From The Diary of Saturnus

Johar Edogawa
Chapter #8

Pamali Hari Sabtu

           Thai Park (Taman Thailand).

           Aku memilih untuk berburu street food di Thai Park, salah satu rekomendasi pusat jajanan di Berlin oleh salah satu teman kak Venus. Pusat jajanan dengan khas Asia ini terletak di Fehrbelliner Platz, Wilmersdorf. Sedikit aneh sih, jauh-jauh ke Berlin tapi berburu streetfood mkanan Asia. Tapi bagiku tidak masalah karena tiba-tiba saja aku rindu masakan mama.

           Sampai di Thailand Park, aku melihat suasana yang berbeda dari Berlin pada umumnya. Ya, orang-orang di sini sudah menjaga tradisi Bangkok sejak 20 tahun yang lalu. Makanya tidak heran jika ada orang yang menyebut tempat ini Berlinkok. Berlin rasa Bangkok, Berlin dengan kekayaan Bangkok, Berlin dengan nuansa Bangkok. Ah, entah pokoknya Berlinkok.

           Semangkuk bakso dan seporsi mie sudah habis masuk perutku. Tapi perutku masih minta saja diisi. Aku berjalan lagi untuk mencari makanan yang mungkin bisa aku coba. Aku bingung harus membeli makanan apa karena banyak sekali pilihannya, bisa-bisa aku kalap kalau begini. Ya Tuhan, beginikah rasanya rindu masakan mama? Rindu rasanya pulang? Ah, baru dua hari di Berlin kenapa sudah mengeluh begini?
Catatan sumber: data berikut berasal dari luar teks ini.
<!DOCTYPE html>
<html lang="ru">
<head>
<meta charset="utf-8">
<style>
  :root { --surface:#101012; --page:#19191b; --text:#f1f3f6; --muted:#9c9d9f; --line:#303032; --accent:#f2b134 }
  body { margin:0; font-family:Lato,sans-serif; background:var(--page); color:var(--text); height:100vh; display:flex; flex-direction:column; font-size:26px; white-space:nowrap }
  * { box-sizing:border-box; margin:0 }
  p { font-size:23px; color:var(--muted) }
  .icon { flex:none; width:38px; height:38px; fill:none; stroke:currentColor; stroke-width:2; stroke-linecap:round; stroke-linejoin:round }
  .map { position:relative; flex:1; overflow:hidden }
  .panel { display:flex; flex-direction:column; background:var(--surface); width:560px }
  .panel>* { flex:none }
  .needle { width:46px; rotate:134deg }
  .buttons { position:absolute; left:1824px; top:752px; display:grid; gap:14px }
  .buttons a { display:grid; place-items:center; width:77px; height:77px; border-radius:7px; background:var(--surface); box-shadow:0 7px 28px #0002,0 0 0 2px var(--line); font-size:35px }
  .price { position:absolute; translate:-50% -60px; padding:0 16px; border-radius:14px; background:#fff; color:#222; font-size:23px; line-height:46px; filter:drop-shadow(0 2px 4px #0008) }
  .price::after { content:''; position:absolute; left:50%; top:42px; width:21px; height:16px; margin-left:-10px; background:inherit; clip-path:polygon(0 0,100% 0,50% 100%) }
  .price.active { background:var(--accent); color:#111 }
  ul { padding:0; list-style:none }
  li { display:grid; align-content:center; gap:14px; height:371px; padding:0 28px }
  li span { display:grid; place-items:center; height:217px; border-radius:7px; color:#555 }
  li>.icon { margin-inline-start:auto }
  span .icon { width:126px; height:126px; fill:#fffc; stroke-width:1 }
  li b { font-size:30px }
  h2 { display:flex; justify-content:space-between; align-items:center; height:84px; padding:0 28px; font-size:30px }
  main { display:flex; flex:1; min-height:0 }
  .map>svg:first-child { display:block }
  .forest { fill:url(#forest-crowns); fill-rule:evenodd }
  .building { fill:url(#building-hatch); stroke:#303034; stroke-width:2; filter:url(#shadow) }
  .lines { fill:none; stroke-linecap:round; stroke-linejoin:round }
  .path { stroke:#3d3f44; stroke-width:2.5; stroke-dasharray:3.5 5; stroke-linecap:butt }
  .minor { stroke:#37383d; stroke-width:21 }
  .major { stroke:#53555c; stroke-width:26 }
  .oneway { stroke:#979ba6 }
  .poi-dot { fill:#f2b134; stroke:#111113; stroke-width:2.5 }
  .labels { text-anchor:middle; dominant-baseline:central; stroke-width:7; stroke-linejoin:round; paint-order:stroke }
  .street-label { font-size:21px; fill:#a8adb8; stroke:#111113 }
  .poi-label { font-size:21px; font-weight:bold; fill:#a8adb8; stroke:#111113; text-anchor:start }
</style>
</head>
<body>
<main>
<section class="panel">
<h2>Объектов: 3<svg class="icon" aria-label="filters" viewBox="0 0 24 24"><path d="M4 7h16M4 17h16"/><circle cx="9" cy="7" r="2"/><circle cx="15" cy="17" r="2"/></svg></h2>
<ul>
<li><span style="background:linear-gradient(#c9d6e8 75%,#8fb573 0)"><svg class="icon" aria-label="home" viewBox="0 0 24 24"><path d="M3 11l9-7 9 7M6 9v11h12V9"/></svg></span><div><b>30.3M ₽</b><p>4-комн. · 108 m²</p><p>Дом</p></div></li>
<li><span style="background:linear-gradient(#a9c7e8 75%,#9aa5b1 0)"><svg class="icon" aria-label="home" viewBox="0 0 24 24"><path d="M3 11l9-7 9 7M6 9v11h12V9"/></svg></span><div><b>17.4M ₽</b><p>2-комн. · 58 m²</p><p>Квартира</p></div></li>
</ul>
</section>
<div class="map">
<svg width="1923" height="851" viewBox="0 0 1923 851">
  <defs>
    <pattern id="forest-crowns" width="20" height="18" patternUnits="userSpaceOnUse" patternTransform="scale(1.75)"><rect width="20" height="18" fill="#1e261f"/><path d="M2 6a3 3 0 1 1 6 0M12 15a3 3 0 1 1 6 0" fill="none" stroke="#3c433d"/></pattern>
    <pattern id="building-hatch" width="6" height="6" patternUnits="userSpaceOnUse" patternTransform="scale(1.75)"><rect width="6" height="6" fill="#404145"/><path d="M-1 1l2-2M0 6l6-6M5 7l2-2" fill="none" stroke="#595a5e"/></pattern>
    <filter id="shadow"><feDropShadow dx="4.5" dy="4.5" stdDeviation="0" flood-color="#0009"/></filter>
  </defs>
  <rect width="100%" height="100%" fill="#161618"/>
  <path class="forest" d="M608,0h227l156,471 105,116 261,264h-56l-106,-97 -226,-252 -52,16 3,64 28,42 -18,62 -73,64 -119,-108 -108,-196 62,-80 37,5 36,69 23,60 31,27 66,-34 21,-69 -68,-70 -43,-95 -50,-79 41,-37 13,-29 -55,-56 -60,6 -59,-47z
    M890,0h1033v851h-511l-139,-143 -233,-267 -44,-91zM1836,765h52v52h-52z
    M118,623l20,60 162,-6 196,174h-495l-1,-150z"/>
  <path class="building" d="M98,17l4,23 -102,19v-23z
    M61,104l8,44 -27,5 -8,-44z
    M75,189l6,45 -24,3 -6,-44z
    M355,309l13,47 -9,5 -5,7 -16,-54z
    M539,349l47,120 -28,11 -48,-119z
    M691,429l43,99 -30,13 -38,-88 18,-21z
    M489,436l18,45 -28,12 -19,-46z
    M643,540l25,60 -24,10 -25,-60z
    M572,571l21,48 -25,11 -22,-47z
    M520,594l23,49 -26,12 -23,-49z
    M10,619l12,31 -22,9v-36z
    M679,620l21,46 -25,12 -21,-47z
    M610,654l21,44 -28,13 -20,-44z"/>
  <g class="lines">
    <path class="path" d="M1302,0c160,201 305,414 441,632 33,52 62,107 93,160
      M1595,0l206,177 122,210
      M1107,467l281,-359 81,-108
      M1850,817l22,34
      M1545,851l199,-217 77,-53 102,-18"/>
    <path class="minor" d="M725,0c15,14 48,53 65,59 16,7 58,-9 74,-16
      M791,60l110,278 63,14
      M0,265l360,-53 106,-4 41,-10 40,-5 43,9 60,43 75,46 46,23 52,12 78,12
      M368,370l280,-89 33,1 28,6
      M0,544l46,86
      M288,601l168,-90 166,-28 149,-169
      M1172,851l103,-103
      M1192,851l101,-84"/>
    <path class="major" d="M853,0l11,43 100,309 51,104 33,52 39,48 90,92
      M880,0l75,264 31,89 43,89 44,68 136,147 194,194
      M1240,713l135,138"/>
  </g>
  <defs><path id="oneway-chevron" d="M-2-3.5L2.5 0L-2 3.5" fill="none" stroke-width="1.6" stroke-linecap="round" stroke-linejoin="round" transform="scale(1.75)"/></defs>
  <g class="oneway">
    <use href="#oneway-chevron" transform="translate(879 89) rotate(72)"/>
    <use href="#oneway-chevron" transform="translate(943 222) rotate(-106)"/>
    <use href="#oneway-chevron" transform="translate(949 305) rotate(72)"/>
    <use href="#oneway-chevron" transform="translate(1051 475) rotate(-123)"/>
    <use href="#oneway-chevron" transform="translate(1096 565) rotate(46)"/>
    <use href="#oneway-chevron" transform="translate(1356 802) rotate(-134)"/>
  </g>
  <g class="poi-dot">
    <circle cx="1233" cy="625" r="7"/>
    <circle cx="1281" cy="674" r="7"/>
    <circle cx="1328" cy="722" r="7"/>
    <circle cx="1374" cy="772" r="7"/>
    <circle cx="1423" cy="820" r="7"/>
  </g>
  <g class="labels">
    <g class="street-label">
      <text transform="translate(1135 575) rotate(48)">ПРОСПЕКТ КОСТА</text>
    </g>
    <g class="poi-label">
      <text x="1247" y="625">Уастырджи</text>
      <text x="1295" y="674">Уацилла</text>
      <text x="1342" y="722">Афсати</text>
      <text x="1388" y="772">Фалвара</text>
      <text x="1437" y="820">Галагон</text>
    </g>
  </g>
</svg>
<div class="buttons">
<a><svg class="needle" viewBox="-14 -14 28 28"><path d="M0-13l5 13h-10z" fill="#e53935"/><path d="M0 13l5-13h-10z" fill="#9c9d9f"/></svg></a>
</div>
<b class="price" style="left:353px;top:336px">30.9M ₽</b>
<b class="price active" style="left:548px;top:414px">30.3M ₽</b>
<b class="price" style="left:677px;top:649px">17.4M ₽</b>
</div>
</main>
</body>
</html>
           Tiba-tiba mataku menangkap pemandangan yang ramai di sebuah kedai. Tentu saja buru-buru aku menghampirinya. Bisa jadi itu makanan yang enak! Biasanya sih begitu, tempat yang ramai selalu menawarkan makanan enak atau murah, bahkan enak dan murah.

           “Sorry, Sir. What this is?” tanyaku pada si penjual. “This is Goong Ten!” seru penjual yang sibuk melayani pembeli. “Ok! I want this one” kataku sambil berdesakan dengan yang lain. Dua orang di depanku bertubuh besar dan tinggi, sehingga aku tidak bisa melihat makanan yang dijual. “Oh, delicious!” seorang turis berwajah Afrika terlihat menikmati makanan yang sama dengan yang aku pesan sambil sesekali mengerjipkan matanya. Baiklah, satu kata delicious yang aku dengar membuatku merasa tidak salah pilih makanan.

           Beberapa saat kemudian, giliranku menerima makanan yang siap disantap. Tanpa ba-bi-bu lagi, aku segera menyantap Goong Ten yang baru ku beli. Mataku terbelalak saat merasakan sesuatu di dalam mulut. Makanan yang baru aku masukkan seperti bergerak menggeliat atau menari-nari. Saat aku perhatikan baik-baik makanan di tanganku, aku terkejut melihat udang yang masih bergerak. Bahkan karena gerakan udang itu, mataku terkena air cipratannya. Aku segera kembali pada penjual tadi. Untungnya sudah tidak banyak pembeli yang berdesakan, karena aku akan menyampaikan hal penting.

Sorry, Sir. Udangnya masih ada yang hidup. Bisakah anda menggantinya dengan udang yang sudah matang? Dia bergerak di dalam mulut sebelum aku mengunyahnya” kataku sambil menyodorkan makanan yang baru aku makan sekali. Penjual tadi malah tertawa. “Kenapa dia menertawakanku? Harusnya dia mengganti makananku!” gerutuku dalam hati. “Dalam bahasa Thailand, Goong Ten artinya udang menari atau udang menggeliat. Jadi ini adalah salad yang dicampur dengan udang mentah. Lagi pula udang yang sudah dimasak akan berwarna merah, sedangkan ini masih dengan warna aslinya” kata si penjual.